Amit Majmudar’s latest book, a retelling of the Ramayana, seeks new answers from ancient wisdom.

A critically-acclaimed poet, Amit Majmudar, who has also written two novels, delves into themes of selfhood, spirituality and the clash of civilisations.

In his 2012 poem To The Hyphenated Poets, Amit Majmudar writes, “Richer than mother’s milk/is half-and-half./ Friends of two minds, redouble your craft./…Being two beings requires/ a rage for rigour,/ rewritable memory,/ hybrid vigour.” Early in his life, in negotiating this tricky terrain of identity, the Ohio-based writer, translator and radiologist of Indian origin would stumble upon an elixir — religion. And not just of the land his immigrant parents had left behind, but also of that part of the world he had known as home. Hinduism and Christianity would bridge the dichotomy of his life with the sort of “hybrid vigour” he had been in search of.

“I became interested in religion very early, and not just Hinduism. I read the Upanishads in translation on my own when I was about 12 years old. I was drawn to it, intensely and inexplicably, and I believe in my heart that there was some momentum from a past life driving me toward such studies,” says Majmudar, 40, whose latest book, Sitayana (Penguin Random House, Rs 399), is the story of Ramayana, told by an ensemble cast of characters led by Sita.

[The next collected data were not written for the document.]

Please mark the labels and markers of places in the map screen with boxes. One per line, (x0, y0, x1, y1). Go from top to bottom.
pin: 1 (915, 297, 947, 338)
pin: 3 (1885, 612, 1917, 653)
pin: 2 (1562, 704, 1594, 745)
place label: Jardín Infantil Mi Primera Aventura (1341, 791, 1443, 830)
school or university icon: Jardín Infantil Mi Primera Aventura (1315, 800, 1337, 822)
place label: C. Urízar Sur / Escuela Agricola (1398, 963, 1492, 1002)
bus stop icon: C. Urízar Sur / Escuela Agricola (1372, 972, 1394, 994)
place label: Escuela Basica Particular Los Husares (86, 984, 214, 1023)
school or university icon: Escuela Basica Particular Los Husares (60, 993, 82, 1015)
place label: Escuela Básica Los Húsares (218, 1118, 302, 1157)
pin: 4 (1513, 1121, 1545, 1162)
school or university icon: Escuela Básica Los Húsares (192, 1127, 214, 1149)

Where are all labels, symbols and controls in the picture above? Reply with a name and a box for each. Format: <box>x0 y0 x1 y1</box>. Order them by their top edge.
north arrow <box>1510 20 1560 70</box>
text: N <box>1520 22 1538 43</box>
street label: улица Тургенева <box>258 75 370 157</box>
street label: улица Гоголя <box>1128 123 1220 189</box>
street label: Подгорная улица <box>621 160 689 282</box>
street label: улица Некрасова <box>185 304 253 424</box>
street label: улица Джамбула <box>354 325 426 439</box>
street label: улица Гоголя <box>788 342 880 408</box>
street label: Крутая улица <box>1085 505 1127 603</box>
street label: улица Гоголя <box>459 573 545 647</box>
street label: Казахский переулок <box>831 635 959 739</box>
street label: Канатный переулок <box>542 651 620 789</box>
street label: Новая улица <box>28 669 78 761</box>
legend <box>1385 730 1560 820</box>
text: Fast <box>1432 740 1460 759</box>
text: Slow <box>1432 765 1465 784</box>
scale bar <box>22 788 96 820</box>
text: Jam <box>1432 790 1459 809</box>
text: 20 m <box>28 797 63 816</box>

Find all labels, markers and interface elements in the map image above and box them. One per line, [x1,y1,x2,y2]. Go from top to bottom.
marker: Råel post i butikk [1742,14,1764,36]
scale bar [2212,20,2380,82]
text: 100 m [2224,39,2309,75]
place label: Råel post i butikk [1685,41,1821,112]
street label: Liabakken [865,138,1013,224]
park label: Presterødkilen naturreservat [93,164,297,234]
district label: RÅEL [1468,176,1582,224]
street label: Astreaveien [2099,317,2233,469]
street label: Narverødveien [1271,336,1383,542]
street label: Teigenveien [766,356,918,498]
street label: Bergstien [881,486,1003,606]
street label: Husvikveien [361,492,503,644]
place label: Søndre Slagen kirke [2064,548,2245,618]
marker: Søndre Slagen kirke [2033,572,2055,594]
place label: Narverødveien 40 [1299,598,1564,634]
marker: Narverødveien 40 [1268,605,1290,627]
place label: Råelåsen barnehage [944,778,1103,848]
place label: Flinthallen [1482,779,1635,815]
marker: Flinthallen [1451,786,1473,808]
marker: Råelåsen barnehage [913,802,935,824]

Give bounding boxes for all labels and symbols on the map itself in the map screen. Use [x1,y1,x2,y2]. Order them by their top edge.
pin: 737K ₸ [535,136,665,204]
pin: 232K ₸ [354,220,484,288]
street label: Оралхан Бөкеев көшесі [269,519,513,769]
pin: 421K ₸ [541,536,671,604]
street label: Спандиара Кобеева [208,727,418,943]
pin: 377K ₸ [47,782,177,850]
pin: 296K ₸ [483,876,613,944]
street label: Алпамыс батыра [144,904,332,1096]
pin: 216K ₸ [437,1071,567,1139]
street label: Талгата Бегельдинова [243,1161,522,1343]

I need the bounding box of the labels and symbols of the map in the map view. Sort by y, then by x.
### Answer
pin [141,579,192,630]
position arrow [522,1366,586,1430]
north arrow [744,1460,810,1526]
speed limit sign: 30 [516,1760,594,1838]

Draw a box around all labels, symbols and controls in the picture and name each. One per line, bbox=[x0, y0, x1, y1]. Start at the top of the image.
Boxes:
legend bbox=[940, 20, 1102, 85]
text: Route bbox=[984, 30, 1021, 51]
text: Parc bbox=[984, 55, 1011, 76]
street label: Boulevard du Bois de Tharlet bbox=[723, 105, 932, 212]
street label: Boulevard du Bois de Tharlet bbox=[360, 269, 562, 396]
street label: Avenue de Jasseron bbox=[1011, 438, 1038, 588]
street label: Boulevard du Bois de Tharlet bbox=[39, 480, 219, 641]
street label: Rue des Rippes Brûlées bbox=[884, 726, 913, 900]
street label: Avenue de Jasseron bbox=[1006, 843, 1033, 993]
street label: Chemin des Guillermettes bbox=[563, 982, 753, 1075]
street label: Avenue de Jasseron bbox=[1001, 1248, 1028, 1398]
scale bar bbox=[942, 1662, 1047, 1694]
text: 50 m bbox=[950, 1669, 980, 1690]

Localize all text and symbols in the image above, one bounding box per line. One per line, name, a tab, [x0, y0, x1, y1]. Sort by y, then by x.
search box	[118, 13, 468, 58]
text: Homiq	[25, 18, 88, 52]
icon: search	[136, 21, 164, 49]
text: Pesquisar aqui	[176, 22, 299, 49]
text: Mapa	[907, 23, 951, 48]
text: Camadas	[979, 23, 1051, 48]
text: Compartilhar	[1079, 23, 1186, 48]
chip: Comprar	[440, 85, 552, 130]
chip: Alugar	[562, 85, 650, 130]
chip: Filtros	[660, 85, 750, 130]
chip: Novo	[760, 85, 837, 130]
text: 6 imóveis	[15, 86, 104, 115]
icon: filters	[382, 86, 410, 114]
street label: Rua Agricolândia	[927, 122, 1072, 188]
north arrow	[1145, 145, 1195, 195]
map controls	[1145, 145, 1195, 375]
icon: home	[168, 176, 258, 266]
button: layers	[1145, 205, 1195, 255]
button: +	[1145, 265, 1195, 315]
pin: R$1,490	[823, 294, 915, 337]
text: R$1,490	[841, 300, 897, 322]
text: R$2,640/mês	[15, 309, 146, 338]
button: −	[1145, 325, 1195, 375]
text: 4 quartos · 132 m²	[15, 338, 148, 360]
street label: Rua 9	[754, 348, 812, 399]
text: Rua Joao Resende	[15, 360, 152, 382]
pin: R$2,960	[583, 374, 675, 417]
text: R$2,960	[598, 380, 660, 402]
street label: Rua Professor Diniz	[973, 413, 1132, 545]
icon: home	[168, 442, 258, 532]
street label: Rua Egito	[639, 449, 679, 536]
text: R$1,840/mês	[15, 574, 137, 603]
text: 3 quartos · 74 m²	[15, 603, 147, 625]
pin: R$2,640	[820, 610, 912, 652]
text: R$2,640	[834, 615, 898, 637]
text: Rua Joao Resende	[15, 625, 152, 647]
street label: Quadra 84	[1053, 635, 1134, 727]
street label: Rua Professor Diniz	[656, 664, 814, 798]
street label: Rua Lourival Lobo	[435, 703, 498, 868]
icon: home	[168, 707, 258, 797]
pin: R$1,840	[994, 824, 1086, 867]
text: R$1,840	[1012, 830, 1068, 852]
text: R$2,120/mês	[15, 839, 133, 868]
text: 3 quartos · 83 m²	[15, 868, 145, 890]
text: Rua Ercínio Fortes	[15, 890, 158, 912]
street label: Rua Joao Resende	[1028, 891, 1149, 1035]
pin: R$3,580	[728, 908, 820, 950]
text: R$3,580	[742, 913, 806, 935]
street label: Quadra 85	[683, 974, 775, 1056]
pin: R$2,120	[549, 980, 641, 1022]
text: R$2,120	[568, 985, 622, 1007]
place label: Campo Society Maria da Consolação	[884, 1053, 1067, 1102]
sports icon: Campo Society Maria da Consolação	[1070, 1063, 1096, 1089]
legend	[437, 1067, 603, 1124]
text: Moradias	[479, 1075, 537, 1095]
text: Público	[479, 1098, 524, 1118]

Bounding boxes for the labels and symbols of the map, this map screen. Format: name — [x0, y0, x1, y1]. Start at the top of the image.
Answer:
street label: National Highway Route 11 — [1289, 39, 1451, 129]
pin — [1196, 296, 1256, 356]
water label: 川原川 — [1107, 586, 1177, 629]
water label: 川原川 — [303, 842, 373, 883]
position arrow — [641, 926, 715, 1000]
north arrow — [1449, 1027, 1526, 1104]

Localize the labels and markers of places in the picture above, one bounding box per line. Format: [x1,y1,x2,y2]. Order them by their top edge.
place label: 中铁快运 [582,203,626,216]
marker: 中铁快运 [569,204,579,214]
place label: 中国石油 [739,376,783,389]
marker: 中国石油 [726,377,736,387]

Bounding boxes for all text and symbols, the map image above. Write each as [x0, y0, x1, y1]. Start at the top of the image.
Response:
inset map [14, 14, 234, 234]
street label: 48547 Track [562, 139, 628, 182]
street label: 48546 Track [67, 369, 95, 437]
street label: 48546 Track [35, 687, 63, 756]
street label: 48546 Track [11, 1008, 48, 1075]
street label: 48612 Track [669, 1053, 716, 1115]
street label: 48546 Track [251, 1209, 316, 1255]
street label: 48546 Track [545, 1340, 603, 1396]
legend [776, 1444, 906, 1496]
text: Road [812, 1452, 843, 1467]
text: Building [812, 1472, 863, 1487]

Epic stuff: A painting from the Kangra School depicting a scene from the Ramayana. (Wikipedia commons)

In his essay, “Three Hundred Ramayanas” (1987), AK Ramanujan wrote, “I have come to prefer the word ‘tellings’ to the usual terms ‘versions’ or ‘variants’ because the latter terms can and typically do imply that there is an invariant, an original or Ur-text — usually Valmiki’s Sanskrit Ramayana, the earliest and most prestigious of them all.”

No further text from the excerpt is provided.